#### DATA TO EXAMINE:
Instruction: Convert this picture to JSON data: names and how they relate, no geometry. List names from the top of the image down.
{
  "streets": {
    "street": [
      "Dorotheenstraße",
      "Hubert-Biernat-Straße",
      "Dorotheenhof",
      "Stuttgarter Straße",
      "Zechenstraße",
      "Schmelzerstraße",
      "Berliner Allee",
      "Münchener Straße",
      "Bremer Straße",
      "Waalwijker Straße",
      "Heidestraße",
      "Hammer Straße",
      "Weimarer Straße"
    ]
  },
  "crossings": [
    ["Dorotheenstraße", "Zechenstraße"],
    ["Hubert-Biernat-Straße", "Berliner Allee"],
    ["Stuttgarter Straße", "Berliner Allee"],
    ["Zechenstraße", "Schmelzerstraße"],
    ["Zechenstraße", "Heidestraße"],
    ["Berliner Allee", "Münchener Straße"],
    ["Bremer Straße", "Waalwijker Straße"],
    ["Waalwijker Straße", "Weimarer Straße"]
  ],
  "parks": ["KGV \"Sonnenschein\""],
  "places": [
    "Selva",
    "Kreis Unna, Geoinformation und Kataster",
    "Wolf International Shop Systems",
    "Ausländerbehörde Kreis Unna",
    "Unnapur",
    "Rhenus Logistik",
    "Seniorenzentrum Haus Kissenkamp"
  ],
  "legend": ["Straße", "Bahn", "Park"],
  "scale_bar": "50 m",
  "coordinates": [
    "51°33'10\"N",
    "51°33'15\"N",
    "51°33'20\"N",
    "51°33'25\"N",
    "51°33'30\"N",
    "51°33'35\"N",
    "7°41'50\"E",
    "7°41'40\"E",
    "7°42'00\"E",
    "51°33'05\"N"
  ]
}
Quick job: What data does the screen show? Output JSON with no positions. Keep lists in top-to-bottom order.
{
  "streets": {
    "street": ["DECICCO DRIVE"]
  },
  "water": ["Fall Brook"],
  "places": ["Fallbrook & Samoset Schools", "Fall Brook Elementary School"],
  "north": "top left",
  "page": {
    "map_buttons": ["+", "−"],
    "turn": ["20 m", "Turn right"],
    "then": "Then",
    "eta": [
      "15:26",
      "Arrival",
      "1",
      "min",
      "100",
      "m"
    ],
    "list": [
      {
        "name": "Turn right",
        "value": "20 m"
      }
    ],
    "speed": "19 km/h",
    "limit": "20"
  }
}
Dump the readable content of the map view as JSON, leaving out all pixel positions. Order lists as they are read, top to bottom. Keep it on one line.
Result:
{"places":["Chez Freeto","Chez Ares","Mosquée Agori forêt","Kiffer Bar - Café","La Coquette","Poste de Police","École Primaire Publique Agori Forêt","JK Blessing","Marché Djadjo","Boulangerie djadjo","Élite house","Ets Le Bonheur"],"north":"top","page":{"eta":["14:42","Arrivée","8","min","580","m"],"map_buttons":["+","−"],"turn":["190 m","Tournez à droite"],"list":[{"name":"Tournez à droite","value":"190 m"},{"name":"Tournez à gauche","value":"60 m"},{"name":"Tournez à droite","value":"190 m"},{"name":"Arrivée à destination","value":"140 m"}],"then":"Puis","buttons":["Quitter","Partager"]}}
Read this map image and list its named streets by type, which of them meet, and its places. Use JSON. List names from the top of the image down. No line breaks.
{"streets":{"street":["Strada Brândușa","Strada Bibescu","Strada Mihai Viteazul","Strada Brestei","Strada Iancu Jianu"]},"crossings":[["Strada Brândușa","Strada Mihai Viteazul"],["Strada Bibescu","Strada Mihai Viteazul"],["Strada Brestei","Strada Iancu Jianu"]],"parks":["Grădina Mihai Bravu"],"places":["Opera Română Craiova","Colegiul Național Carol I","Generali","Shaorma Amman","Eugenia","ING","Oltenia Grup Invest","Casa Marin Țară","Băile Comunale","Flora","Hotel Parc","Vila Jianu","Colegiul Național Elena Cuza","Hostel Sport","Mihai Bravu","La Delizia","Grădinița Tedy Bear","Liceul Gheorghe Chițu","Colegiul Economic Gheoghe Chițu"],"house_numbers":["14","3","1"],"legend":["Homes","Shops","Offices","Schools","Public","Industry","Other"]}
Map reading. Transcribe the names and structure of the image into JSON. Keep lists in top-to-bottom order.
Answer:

#### EXERCISE INSTRUCTIONS:
All lines from the one containing "Read this map" through the final line of the listing above are to be reproduced exactly; include both and add nothing.

#### RESPONSE:
Read this map image and list its named streets by type, which of them meet, and its places. Use JSON. List names from the top of the image down. No line breaks.
{"streets":{"street":["Strada Brândușa","Strada Bibescu","Strada Mihai Viteazul","Strada Brestei","Strada Iancu Jianu"]},"crossings":[["Strada Brândușa","Strada Mihai Viteazul"],["Strada Bibescu","Strada Mihai Viteazul"],["Strada Brestei","Strada Iancu Jianu"]],"parks":["Grădina Mihai Bravu"],"places":["Opera Română Craiova","Colegiul Național Carol I","Generali","Shaorma Amman","Eugenia","ING","Oltenia Grup Invest","Casa Marin Țară","Băile Comunale","Flora","Hotel Parc","Vila Jianu","Colegiul Național Elena Cuza","Hostel Sport","Mihai Bravu","La Delizia","Grădinița Tedy Bear","Liceul Gheorghe Chițu","Colegiul Economic Gheoghe Chițu"],"house_numbers":["14","3","1"],"legend":["Homes","Shops","Offices","Schools","Public","Industry","Other"]}
Map reading. Transcribe the names and structure of the image into JSON. Keep lists in top-to-bottom order.
Answer:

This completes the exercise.